§ **Exercise aim**
Write down, unchanged, the entries from the first line through the line holding "const shape = rows". Include no other line.

(Stored items)
== Segment start ==

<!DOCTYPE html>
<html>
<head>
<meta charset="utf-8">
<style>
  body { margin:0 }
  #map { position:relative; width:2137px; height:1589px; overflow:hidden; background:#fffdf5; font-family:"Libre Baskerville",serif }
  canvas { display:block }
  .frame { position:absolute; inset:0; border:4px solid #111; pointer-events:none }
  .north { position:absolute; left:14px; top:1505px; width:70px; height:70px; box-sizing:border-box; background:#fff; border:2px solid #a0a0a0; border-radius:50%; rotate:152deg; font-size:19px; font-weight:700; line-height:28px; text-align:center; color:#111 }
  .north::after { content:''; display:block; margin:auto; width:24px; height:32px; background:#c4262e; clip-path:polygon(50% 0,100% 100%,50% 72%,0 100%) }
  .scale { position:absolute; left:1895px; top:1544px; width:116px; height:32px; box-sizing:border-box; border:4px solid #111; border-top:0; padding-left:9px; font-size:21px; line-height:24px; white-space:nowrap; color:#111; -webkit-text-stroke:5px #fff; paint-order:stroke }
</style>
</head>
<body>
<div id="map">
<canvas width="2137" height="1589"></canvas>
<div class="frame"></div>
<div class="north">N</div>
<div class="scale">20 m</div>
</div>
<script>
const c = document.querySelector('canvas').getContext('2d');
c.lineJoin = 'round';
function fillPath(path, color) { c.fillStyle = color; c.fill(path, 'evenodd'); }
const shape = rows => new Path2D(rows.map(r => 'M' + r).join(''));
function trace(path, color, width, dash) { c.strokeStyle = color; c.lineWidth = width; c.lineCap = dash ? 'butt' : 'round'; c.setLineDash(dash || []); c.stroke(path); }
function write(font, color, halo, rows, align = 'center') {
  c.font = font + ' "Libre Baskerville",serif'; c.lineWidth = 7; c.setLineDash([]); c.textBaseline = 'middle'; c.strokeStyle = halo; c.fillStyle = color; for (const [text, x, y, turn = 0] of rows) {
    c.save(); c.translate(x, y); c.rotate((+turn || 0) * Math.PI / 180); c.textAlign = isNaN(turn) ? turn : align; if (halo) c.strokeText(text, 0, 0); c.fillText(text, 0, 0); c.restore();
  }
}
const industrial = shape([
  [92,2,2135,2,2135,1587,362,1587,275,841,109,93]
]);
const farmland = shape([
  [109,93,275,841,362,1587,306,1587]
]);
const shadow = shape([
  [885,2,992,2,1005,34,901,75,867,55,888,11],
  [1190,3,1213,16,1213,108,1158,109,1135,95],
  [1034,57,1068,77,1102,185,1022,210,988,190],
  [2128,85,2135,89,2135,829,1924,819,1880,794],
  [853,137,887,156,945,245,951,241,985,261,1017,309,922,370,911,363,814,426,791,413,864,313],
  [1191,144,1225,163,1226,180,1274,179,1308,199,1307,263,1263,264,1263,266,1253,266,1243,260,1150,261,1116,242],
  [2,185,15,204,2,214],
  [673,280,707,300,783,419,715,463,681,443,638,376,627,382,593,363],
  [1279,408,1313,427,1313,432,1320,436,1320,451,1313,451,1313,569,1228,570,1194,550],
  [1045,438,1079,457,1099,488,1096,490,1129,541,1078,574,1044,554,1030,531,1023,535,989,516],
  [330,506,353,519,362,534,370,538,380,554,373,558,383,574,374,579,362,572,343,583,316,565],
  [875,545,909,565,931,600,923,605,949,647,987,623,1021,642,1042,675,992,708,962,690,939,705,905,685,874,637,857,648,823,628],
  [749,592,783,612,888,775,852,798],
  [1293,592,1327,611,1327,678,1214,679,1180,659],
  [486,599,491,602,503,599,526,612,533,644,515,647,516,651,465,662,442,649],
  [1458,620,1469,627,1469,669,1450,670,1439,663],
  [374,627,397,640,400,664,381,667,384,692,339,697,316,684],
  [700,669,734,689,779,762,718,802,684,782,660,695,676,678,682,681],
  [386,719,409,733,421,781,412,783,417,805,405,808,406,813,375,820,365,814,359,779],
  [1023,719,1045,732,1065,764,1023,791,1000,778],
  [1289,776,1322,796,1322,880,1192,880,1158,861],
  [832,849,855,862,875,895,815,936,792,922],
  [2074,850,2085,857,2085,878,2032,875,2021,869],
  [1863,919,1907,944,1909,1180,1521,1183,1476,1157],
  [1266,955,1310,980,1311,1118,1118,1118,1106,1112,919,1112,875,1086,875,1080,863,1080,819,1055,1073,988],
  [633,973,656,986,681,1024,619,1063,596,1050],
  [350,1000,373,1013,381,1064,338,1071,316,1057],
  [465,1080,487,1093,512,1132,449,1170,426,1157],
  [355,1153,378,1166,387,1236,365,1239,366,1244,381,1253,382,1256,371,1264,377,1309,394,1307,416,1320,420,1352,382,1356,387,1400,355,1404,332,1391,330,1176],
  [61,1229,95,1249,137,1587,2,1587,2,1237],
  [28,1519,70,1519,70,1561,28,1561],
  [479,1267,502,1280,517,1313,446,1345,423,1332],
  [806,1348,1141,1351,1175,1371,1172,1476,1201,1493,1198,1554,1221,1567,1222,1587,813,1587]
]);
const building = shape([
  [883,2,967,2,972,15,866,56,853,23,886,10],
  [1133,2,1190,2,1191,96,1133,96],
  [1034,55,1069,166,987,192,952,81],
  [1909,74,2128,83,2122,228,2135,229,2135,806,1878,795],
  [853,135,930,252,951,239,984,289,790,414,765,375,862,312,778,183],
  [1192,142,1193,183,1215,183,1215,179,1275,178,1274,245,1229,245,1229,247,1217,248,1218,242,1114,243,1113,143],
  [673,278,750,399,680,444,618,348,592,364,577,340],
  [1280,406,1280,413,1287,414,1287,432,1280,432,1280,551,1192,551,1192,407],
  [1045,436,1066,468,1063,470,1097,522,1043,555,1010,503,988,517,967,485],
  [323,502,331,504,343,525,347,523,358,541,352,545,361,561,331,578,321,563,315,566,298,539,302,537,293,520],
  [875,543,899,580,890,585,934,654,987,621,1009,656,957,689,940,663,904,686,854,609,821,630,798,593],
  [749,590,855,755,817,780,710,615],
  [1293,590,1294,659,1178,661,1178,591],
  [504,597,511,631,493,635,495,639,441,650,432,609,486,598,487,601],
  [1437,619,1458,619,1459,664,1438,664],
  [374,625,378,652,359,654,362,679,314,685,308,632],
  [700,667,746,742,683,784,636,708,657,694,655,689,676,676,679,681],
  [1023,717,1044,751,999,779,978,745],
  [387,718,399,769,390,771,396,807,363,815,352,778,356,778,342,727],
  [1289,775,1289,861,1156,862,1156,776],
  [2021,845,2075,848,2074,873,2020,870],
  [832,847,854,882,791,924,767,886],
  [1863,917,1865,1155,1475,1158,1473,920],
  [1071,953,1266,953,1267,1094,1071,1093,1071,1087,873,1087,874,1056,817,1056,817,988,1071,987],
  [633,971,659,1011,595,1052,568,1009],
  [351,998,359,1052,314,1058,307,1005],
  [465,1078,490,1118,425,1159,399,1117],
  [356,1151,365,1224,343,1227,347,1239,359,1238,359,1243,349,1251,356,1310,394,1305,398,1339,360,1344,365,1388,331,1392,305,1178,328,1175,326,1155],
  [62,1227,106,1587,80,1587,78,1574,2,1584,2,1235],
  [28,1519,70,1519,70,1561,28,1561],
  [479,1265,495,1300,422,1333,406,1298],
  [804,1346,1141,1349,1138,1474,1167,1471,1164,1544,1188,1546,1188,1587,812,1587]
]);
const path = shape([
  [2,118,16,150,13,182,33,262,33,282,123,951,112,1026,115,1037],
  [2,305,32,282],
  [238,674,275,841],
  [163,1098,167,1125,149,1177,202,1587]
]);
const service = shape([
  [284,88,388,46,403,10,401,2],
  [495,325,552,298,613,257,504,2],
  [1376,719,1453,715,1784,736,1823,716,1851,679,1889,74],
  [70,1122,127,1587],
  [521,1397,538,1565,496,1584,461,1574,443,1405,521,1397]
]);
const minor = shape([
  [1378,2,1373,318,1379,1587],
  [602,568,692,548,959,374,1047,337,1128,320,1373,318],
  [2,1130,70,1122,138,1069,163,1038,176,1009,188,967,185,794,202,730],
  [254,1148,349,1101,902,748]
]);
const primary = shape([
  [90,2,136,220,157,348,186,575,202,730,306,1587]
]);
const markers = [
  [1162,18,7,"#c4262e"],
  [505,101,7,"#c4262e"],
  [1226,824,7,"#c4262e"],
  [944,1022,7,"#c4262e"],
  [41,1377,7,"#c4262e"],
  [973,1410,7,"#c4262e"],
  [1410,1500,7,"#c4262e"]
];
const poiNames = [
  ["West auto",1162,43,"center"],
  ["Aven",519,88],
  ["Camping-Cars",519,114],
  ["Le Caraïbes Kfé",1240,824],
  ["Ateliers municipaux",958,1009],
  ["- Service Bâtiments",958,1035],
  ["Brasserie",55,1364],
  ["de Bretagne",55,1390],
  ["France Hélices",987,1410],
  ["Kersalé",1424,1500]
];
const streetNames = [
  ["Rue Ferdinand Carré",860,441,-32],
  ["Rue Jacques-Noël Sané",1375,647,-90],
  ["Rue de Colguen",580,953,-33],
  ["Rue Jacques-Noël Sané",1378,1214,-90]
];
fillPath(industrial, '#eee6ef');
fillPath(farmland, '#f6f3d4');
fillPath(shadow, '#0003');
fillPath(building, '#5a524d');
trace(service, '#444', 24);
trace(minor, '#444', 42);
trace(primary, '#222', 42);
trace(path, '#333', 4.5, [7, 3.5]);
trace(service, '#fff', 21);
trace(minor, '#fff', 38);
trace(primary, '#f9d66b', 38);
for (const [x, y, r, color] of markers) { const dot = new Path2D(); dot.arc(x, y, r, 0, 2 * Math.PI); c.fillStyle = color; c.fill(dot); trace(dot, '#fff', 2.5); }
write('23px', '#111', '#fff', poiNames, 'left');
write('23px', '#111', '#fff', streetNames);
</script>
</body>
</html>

== Segment end ==

§ **Expected answer**
<!DOCTYPE html>
<html>
<head>
<meta charset="utf-8">
<style>
  body { margin:0 }
  #map { position:relative; width:2137px; height:1589px; overflow:hidden; background:#fffdf5; font-family:"Libre Baskerville",serif }
  canvas { display:block }
  .frame { position:absolute; inset:0; border:4px solid #111; pointer-events:none }
  .north { position:absolute; left:14px; top:1505px; width:70px; height:70px; box-sizing:border-box; background:#fff; border:2px solid #a0a0a0; border-radius:50%; rotate:152deg; font-size:19px; font-weight:700; line-height:28px; text-align:center; color:#111 }
  .north::after { content:''; display:block; margin:auto; width:24px; height:32px; background:#c4262e; clip-path:polygon(50% 0,100% 100%,50% 72%,0 100%) }
  .scale { position:absolute; left:1895px; top:1544px; width:116px; height:32px; box-sizing:border-box; border:4px solid #111; border-top:0; padding-left:9px; font-size:21px; line-height:24px; white-space:nowrap; color:#111; -webkit-text-stroke:5px #fff; paint-order:stroke }
</style>
</head>
<body>
<div id="map">
<canvas width="2137" height="1589"></canvas>
<div class="frame"></div>
<div class="north">N</div>
<div class="scale">20 m</div>
</div>
<script>
const c = document.querySelector('canvas').getContext('2d');
c.lineJoin = 'round';
function fillPath(path, color) { c.fillStyle = color; c.fill(path, 'evenodd'); }
const shape = rows => new Path2D(rows.map(r => 'M' + r).join(''));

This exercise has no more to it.